Tanto va la gatta al lardo…recita un antico detto popolare. E stavolta lo “zampino” l’hanno lasciato i senatori delle Commissioni Bilancio e Affari Costituzionali di Palazzo Madama che con un emendamento da “tiro mancino” al Governo avevano annullato il taglio del 25 per cento degli stipendi e dei bonus dei manager pubblici.
Ma di fronte a questo inaspettata modifica al Dl del Fare con uno vergognoso stop dall’evidente sospetto di lobbismo, è cominciato un duro braccio di ferro senatori-governo che si è concluso con l’approvazione del provvedimento poco prima bocciato. Come dire che i “furbetti” del Senato, beccati con le mani nel barattolo della marmellata, stavolta hanno fatto cilecca ritirandosi, ma non proprio tutti, con la coda tra le gambe, costretti pure a far buon viso a cattivo gioco.
Ma cosa avevano bocciato in Commissione? Un taglio del 25 per cento del compenso complessivo a qualunque titolo determinato per tutti i manager che non rientrano nel tetto previsto dal decreto Salva Italia che stabilisce che tale compenso non può essere superiore al trattamento economico del primo presidente della Corte di Cassazione, circa 300.000 euro annui. Che non sono pochi.
Tornando al provvedimento del Governo poi approvato seppur tra un pizzico di suspence, la proposta stabilisce inoltre il divieto per tutte le società a controllo pubblico, a eccezione di quelle emittenti titoli azionari quotati e loro controllate, di corrispondere agli amministratori con deleghe bonus, indennità o benefici economici di fine mandato.

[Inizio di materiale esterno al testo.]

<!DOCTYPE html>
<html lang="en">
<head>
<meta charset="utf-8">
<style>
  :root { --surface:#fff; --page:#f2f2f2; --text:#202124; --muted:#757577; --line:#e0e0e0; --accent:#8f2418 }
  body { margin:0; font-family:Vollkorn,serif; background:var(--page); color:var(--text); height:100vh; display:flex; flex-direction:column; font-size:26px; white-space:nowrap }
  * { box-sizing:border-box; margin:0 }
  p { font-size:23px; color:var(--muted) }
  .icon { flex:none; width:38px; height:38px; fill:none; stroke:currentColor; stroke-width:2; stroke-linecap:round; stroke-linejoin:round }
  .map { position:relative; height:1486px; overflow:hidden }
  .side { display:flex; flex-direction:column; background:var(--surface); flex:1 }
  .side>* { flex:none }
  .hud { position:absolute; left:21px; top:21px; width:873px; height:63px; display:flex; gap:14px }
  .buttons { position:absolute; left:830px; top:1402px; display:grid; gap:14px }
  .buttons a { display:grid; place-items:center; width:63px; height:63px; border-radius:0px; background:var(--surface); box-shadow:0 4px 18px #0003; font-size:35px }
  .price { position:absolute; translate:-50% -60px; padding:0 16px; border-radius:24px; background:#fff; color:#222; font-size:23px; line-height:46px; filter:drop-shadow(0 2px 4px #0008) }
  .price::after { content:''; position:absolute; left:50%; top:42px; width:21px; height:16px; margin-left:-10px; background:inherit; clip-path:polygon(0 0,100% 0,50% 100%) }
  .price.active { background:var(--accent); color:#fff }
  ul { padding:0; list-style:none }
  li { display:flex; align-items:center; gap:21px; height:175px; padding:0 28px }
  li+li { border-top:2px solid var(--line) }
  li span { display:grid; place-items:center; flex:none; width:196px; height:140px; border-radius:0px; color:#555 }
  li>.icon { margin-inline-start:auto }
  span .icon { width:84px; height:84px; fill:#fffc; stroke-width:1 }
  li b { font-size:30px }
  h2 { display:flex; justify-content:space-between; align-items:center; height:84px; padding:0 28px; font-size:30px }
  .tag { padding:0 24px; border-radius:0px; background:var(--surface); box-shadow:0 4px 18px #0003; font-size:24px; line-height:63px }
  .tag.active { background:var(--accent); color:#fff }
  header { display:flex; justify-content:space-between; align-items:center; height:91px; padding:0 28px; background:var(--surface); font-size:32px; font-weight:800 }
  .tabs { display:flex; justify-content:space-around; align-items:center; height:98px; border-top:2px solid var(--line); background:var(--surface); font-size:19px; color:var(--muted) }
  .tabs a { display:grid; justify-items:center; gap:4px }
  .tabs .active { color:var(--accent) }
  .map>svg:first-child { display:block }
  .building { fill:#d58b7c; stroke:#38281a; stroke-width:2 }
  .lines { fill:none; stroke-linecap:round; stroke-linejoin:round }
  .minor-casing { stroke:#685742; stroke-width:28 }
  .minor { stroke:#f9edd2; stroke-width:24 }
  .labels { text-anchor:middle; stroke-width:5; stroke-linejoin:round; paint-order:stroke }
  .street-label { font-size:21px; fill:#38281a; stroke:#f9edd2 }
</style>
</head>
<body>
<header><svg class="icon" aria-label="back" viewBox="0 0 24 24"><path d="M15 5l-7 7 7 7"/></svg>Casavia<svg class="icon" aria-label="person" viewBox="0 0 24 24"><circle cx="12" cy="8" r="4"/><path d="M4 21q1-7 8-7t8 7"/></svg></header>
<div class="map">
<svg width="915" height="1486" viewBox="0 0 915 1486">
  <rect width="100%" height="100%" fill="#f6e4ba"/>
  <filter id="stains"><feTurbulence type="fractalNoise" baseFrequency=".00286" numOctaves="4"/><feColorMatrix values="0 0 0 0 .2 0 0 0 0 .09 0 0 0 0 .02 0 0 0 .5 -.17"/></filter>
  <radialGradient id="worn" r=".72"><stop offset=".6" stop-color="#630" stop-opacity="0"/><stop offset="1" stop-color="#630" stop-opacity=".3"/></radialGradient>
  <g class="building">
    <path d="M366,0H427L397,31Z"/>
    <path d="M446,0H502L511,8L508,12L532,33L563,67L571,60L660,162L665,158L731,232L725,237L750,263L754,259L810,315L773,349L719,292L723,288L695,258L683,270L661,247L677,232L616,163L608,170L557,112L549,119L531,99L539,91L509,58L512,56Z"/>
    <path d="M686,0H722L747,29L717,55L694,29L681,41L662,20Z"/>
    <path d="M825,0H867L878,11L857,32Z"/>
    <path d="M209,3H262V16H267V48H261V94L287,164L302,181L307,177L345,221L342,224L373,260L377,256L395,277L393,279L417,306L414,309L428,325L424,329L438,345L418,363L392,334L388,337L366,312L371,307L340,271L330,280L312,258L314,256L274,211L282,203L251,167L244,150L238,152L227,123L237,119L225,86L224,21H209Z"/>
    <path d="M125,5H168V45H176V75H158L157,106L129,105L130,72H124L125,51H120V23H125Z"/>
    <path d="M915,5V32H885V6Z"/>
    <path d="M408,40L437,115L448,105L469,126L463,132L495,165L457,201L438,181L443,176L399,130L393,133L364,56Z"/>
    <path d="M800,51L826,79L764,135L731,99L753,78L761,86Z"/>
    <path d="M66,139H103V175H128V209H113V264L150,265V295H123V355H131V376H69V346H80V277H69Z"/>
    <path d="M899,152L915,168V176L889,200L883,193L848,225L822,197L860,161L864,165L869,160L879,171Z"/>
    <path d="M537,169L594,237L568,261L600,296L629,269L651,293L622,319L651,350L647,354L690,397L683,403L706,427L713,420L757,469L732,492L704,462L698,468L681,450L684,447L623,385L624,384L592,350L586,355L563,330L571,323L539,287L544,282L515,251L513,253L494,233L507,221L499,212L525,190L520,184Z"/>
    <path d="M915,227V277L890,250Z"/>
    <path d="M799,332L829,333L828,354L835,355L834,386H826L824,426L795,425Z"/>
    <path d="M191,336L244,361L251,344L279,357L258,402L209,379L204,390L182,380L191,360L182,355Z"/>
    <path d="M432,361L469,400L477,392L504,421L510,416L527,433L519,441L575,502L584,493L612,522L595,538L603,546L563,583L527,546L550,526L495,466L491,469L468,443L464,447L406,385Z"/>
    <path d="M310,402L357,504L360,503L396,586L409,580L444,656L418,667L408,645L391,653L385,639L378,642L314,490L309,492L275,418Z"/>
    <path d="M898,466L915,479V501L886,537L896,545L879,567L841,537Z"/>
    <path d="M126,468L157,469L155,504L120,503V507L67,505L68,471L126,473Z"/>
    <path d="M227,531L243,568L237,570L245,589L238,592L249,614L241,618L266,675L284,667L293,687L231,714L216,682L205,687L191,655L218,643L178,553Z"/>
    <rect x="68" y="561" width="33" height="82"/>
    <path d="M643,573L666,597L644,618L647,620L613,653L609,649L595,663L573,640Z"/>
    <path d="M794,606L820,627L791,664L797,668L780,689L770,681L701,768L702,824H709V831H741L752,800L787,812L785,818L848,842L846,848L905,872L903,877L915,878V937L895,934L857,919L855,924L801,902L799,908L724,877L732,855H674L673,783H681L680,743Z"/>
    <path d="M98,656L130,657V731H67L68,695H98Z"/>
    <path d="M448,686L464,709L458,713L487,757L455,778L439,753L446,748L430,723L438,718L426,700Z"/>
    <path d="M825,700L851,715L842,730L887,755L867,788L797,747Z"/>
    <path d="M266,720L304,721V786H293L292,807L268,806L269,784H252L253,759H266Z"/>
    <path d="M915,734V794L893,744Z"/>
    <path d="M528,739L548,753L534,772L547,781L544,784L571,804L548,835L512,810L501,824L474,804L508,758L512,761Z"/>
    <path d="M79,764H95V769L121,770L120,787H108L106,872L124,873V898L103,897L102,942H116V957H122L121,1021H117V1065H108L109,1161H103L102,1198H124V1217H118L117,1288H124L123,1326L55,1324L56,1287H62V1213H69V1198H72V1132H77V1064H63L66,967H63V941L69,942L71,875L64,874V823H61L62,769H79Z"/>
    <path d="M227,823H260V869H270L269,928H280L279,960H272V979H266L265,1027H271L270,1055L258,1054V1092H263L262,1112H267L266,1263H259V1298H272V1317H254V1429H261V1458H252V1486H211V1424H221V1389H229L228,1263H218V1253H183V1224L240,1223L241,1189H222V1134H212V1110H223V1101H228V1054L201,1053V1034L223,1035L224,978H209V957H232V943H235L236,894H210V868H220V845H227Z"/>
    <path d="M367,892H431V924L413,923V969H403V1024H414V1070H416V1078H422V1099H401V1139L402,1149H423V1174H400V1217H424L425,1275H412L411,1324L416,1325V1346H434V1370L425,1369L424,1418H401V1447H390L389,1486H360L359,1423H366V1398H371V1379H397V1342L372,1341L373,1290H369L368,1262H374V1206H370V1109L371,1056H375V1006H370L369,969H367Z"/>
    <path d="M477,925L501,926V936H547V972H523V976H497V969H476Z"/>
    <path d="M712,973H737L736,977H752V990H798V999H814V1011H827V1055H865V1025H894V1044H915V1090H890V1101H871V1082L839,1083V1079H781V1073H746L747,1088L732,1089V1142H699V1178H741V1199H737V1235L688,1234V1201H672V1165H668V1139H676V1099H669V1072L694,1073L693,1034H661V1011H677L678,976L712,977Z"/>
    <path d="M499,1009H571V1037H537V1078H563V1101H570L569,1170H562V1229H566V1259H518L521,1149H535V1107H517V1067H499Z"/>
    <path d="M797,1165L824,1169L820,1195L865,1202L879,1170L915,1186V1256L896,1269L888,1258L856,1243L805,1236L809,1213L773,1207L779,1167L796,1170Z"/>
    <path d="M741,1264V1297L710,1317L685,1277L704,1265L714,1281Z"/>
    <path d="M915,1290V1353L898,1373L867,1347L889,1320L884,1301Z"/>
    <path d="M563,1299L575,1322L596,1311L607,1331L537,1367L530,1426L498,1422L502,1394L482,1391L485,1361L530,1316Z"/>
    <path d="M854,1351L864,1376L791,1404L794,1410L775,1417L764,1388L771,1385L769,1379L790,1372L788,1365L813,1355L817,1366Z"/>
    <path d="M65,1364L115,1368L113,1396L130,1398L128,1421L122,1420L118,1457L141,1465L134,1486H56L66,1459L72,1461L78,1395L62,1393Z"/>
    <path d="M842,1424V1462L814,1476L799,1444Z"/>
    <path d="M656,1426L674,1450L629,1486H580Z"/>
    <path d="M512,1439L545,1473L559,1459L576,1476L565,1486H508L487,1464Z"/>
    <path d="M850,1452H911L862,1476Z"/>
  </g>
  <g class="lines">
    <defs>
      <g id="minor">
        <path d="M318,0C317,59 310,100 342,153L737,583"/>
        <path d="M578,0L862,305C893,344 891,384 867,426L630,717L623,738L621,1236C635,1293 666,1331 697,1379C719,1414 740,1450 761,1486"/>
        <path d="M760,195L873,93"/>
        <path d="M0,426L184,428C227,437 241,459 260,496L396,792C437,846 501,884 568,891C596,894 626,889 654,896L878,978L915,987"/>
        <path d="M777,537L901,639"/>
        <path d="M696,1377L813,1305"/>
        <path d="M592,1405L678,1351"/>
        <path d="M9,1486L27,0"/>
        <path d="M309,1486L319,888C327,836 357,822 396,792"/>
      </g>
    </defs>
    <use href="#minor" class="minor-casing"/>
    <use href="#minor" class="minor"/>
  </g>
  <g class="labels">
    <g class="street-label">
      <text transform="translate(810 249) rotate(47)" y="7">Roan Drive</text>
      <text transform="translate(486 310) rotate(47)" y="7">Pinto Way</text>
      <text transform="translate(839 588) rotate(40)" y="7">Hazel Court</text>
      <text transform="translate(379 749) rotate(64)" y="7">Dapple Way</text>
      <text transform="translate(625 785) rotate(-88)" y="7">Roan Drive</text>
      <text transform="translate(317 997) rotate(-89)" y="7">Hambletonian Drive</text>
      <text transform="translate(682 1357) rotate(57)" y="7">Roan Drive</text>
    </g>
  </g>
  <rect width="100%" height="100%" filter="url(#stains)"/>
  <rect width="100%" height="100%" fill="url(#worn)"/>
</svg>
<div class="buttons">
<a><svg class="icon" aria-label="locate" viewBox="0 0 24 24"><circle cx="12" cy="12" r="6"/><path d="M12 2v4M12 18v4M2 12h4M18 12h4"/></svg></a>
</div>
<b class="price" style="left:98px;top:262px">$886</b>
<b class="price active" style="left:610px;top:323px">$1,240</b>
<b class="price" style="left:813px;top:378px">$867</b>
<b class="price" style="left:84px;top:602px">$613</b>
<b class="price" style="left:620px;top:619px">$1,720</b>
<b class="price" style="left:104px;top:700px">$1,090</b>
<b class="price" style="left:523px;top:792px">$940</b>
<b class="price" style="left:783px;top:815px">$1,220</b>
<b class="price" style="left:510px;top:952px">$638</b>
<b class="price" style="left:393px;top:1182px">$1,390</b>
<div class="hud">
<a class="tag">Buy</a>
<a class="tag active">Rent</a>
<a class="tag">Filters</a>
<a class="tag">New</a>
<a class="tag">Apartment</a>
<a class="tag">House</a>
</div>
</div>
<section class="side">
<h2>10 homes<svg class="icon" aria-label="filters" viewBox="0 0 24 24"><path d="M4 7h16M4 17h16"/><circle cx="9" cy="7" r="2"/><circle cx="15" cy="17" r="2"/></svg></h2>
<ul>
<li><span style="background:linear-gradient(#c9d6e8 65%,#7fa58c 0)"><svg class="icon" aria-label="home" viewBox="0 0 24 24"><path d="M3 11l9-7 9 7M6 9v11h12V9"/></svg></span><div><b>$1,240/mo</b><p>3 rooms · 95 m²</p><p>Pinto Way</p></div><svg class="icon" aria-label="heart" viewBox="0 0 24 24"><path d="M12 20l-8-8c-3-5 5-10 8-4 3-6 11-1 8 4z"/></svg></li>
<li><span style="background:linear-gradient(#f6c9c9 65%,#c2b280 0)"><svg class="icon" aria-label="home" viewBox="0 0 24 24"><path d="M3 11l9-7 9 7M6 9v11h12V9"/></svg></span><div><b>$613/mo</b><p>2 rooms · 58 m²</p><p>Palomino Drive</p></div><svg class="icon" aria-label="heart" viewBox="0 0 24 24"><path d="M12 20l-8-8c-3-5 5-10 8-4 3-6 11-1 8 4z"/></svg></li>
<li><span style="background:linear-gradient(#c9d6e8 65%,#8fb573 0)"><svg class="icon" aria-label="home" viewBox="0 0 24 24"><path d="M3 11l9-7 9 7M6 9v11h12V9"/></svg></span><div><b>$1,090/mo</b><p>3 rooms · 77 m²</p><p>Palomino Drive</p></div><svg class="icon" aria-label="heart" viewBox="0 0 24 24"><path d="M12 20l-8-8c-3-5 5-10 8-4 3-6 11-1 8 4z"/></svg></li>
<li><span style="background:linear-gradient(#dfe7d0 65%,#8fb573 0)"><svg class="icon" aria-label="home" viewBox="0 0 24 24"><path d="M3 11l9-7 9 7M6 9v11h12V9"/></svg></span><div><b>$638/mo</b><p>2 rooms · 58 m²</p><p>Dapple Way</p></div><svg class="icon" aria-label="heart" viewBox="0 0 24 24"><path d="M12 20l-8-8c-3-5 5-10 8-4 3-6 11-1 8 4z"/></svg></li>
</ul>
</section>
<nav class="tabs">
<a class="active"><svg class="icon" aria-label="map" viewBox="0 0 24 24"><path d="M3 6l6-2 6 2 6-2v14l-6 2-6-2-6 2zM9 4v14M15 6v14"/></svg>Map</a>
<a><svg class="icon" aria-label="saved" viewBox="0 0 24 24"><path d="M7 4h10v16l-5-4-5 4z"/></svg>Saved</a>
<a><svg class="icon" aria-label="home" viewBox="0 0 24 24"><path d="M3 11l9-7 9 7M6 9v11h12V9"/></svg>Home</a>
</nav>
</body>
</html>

Come sintesi, tutto sommato efficace, possiamo prendere il commento all’emendamento del sottosegretario all’Economia Pier Paolo Baretta al via libera delle due Commissioni del Senato: “Abbiamo in parte recuperato il rischio che non ci fosse il contributo da parte del management pubblico. Sarà necessario che l’azionista si faccia garante dell’applicazione delle norme e si definiscano al più presto ulteriori criteri obiettivi e trasparenti sui compensi”.